Come scrive Beatrice Audrito nel testo critico che accompagna la mostra “ Il suo è uno sguardo intimo, dinamico e dai molteplici punti di vista, che si traduce nella produzione di immagini fotografiche dal gusto pittorico, dove figure umane si muovono in scenari astratti dai colori tenui, quasi acquerellati o, in altri casi, più accesi e contrastanti. Presenze sottili e sospese nel tempo che suggeriscono il movimento oppure evocano situazioni urbane frenetiche, ottenute prolungando il tempo di apertura dell’otturatore per registrare in macchina, come in una sequenza cinematografica, ciò che avviene di fronte alla lente. Un interessante escamotage che permette al fotografo di dilatare il tempo del processo fotografico e travalicare i limiti del mezzo. L’approccio fotografico di Praxolu abbraccia diverse tecniche, dalla quella del movimento di camera inventata da Harry Callahan -oggi definita Intentional Camera Movement-, utilizzata dal fotografo sincronizzando e muovendo la macchina fotografica al ritmo del suo respiro, alla tecnica del Light Painting, che si serve delle fonti luminose presenti nell’ambiente per costruire immagini astratte, trasformando così la luce in materia compositiva” .

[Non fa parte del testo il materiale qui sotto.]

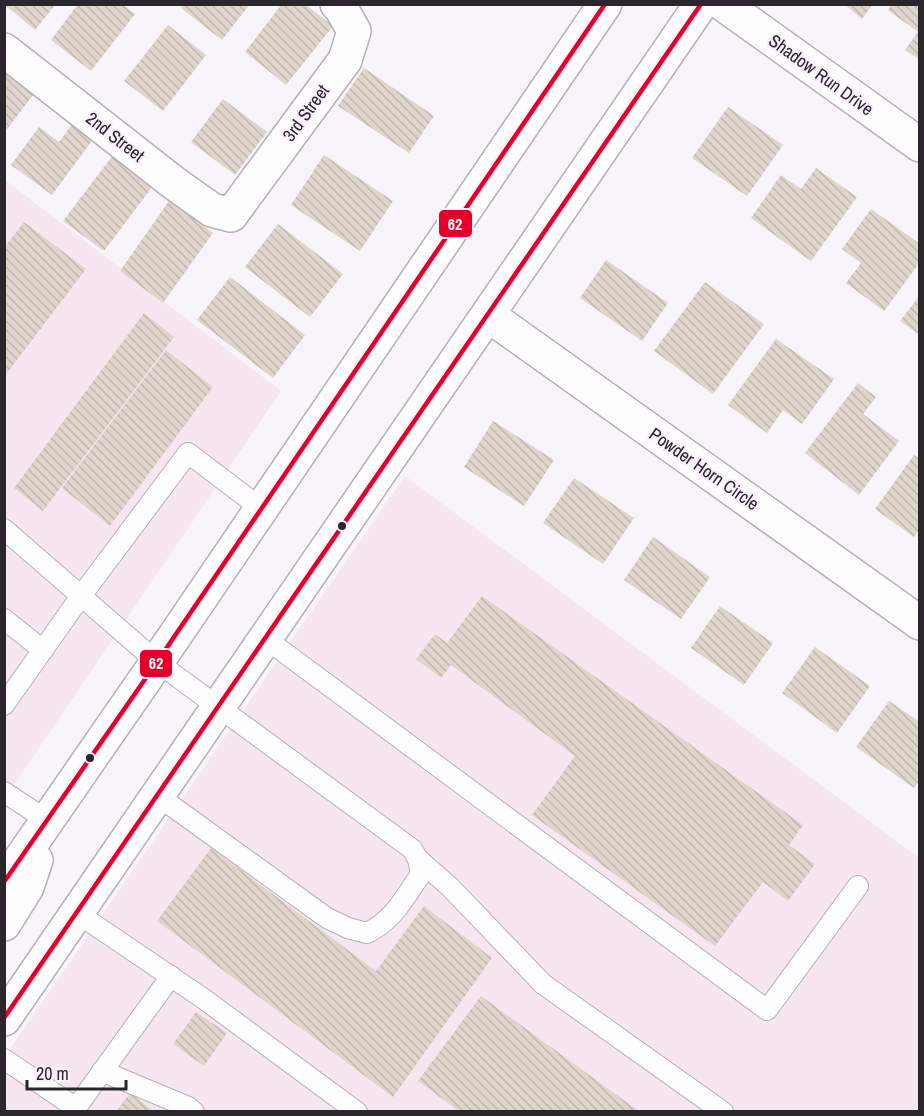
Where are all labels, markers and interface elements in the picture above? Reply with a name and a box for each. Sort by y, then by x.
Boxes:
street label: Shadow Run Drive [764,28,879,121]
street label: 3rd Street [276,79,335,146]
street label: 2nd Street [81,106,150,167]
line badge: 62 [438,209,473,238]
text: 62 [448,213,462,235]
street label: Powder Horn Circle [644,421,764,516]
unlabelled marker [336,520,348,532]
line badge: 62 [139,649,173,678]
text: 62 [149,652,163,674]
unlabelled marker [84,752,96,764]
scale bar [27,1053,126,1091]
text: 20 m [36,1061,69,1086]

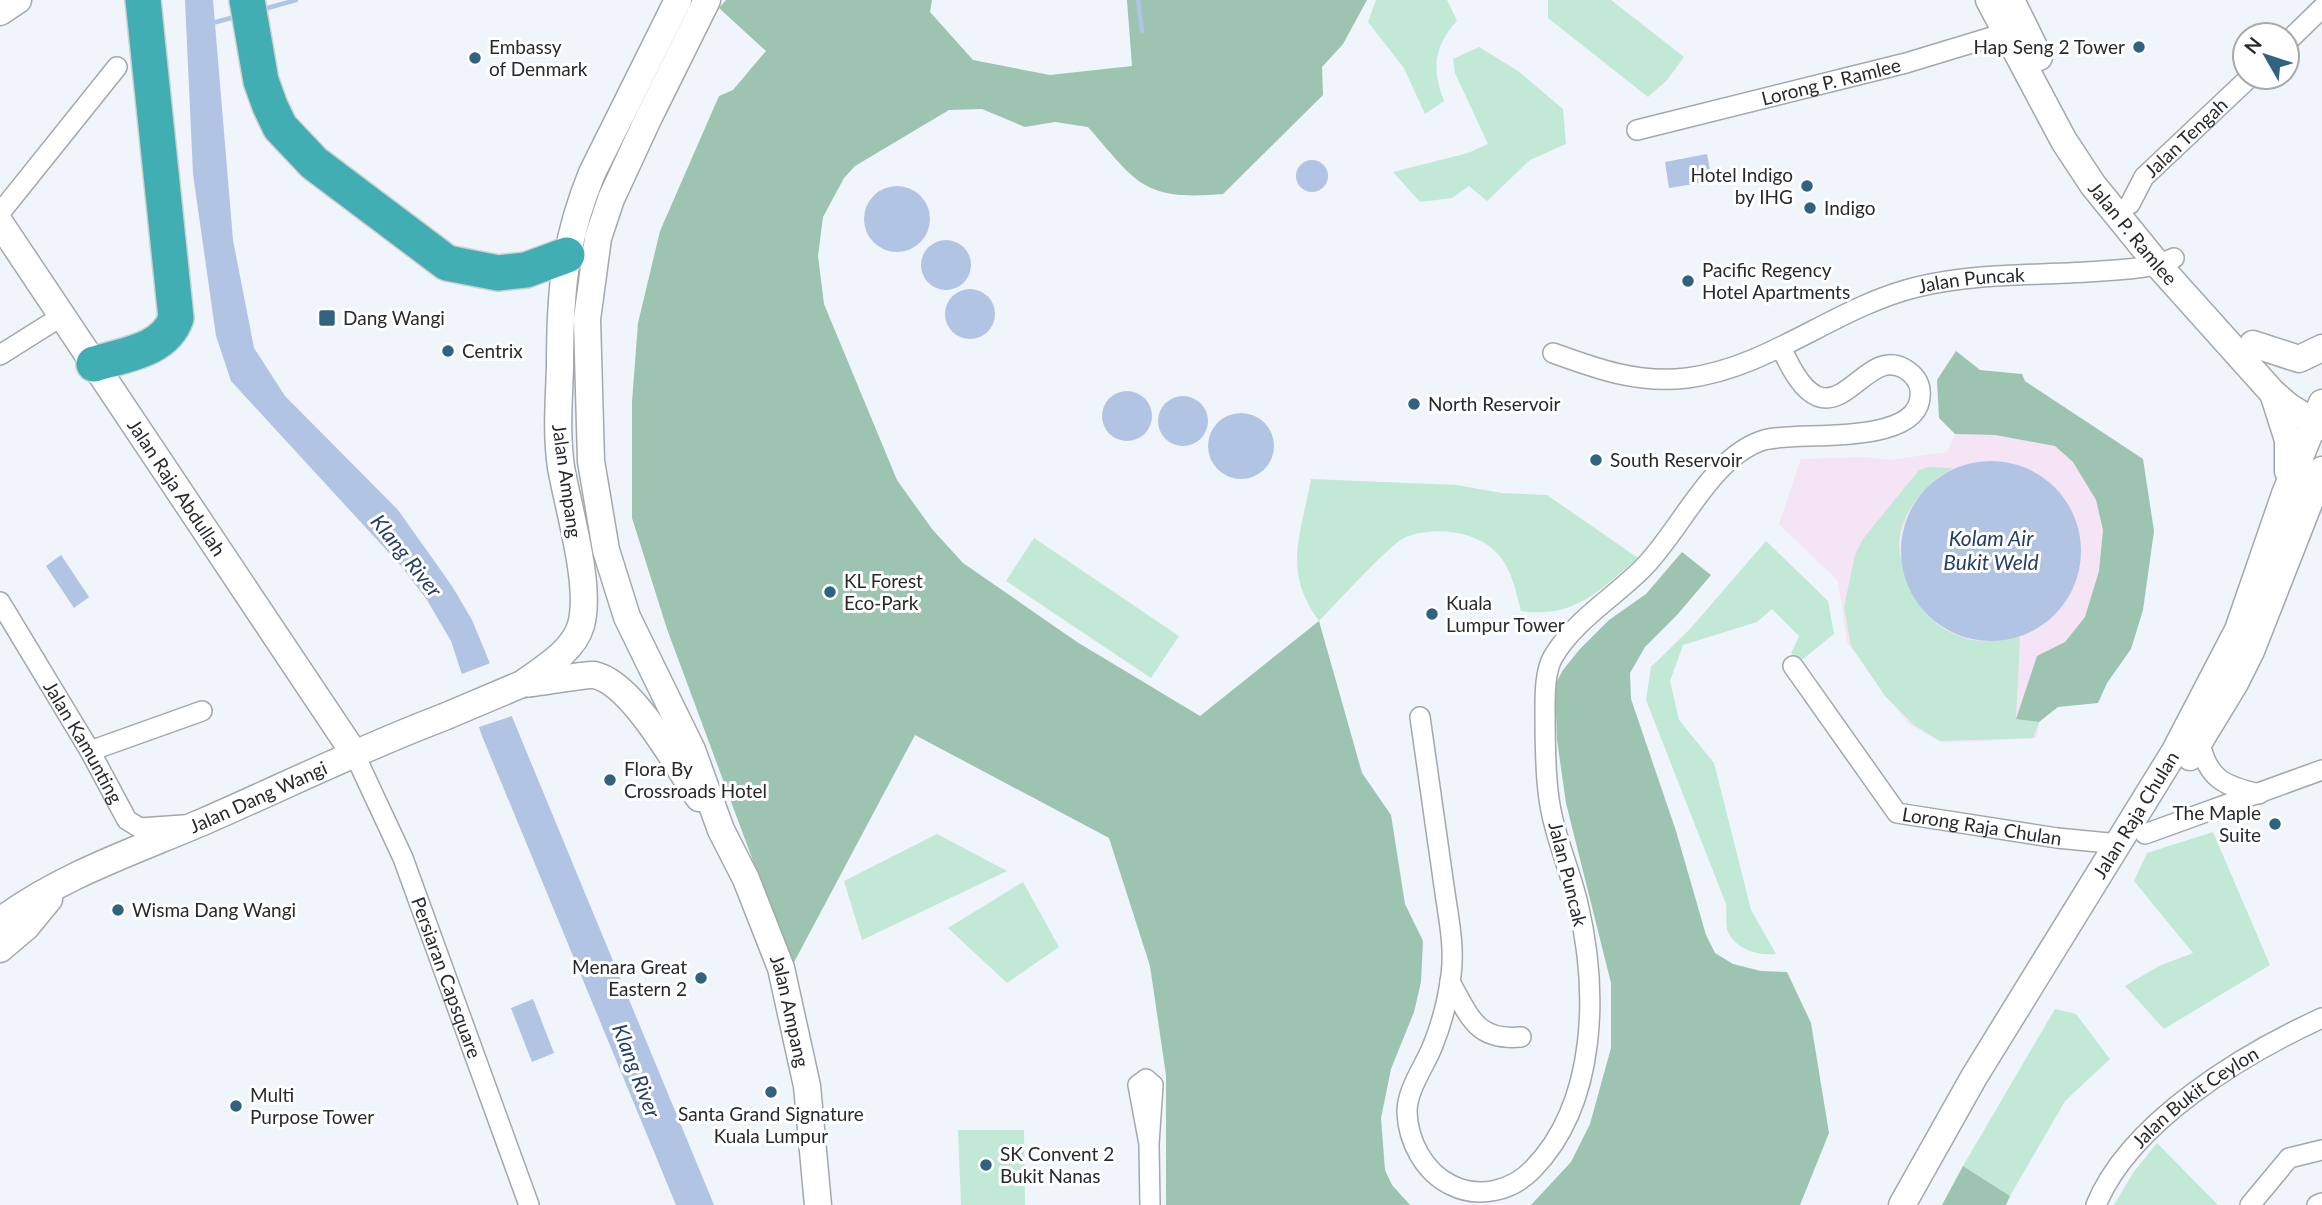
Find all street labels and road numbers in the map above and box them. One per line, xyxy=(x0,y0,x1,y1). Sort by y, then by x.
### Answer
street label: Lorong P. Ramlee xyxy=(1759,53,1903,110)
street label: Jalan Tengah xyxy=(2139,93,2232,182)
street label: Jalan P. Ramlee xyxy=(2084,177,2182,289)
street label: Jalan Puncak xyxy=(1916,263,2025,297)
street label: Jalan Raja Abdullah xyxy=(123,414,231,560)
street label: Jalan Ampang xyxy=(548,422,587,540)
street label: Jalan Kamunting xyxy=(39,676,128,807)
street label: Jalan Raja Chulan xyxy=(2087,747,2183,882)
street label: Jalan Dang Wangi xyxy=(186,756,330,837)
street label: Lorong Raja Chulan xyxy=(1901,802,2063,850)
street label: Jalan Puncak xyxy=(1544,819,1593,929)
street label: Persiaran Capsquare xyxy=(407,893,487,1061)
street label: Jalan Ampang xyxy=(766,951,815,1069)
street label: Jalan Bukit Ceylon xyxy=(2127,1041,2262,1152)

La sfida di Praxolu, come forse di ogni artista, è in fondo anche quella di afferrare nell’attimo di uno scatto l’incredibile varietà del mondo che ci circonda, dove anche un’immagine apparentemente banale può diventare metafora di un’intera esistenza.

Più di 40 scatti realizzati tra il 2015 e il 2020 e appartenenti a diversi ambiti di ricerca, saranno in mostra fino al 17 aprile a Palazzo Coelli, sede della Fondazione CARIOR a Orvieto.

 

La fotografia come spazio pittorico per ritrarre nuovi mondi
di Beatrice Audrito

Lo studio del corpo in movimento ha affascinato artisti e fotografi di tutti i tempi, a cominciare da Eadweard  Muybridge, il primo nel 1878 a sperimentare l’utilizzo della fotografia in campo scientifico -applicata allo studio analitico del movimento degli animali-, ottenendo risultati talmente interessanti dal punto di vista artistico e compositivo da essere poi ripresi, agli inizi del Novecento, da Marcel Duchamp e dai pittori Futuristi. Uno sguardo nuovo sul mondo che è stato capace di unire arte e scienza, e continua ad affascinare artisti e appassionati di fotografia come Isaco Praxolu, che ama sperimentare e ritrarre nuovi mondi con la sua macchina fotografica. Il suo
sguardo fotografico non tradisce la sua formazione -avvenuta nel campo della danza contemporanea e della scenografia- e pone al centro della sua indagine lo studio del corpo come forma in movimento, che egli indaga rivelandone le possibili declinazioni. Il suo è uno sguardo intimo, dinamico e dai molteplici punti di vista, che si traduce nella produzione di immagini fotografiche dal gusto pittorico, dove figure umane si muovono in scenari astratti dai colori tenui, quasi acquerellati. Presenze sottili e sospese nel tempo che suggeriscono il movimento oppure evocano situazioni urbane frenetiche, ottenute prolungando il tempo di apertura dell’otturatore per registrare in macchina, come in una sequenza cinematografica, ciò che avviene di fronte alla lente. Un interessante escamotage che permette al fotografo di dilatare il tempo del processo fotografico e travalicare i limiti del mezzo. L’approccio fotografico di Praxolu abbraccia diverse tecniche, dalla tecnica del movimento di camera inventata da Harry Callahan -oggi definita Intentional Camera Movement-, utilizzata dal fotografo sincronizzando e muovendo la macchina fotografica al ritmo del suo respiro, alla tecnica del Light Painting, che si serve delle fonti luminose presenti nell’ambiente per costruire immagini astratte, trasformando così la luce in materia compositiva.

Uno sguardo sul mondo molto personale che si traduce in visioni eteree, stratificazioni, memorie di luoghi e paesaggi urbani dalle architetture appena suggerite, dove elementi del reale si fondono a segni astratti in un nuovo immaginario dall’effetto pittorico. Una ricerca che dimostra in modo inequivocabile come per Isaco Praxolu la fotografia non sia un mero strumento di registrazione del reale bensì uno spazio pittorico all’interno del quale il fotografo, in totale libertà, preleva delle immagini dalla natura oggettuale per poi filtrarle attraverso una visione più intima e soggettiva, stravolgendone liberamente il significato e suggerendo un nuovo rapporto tra referente e riproduzione.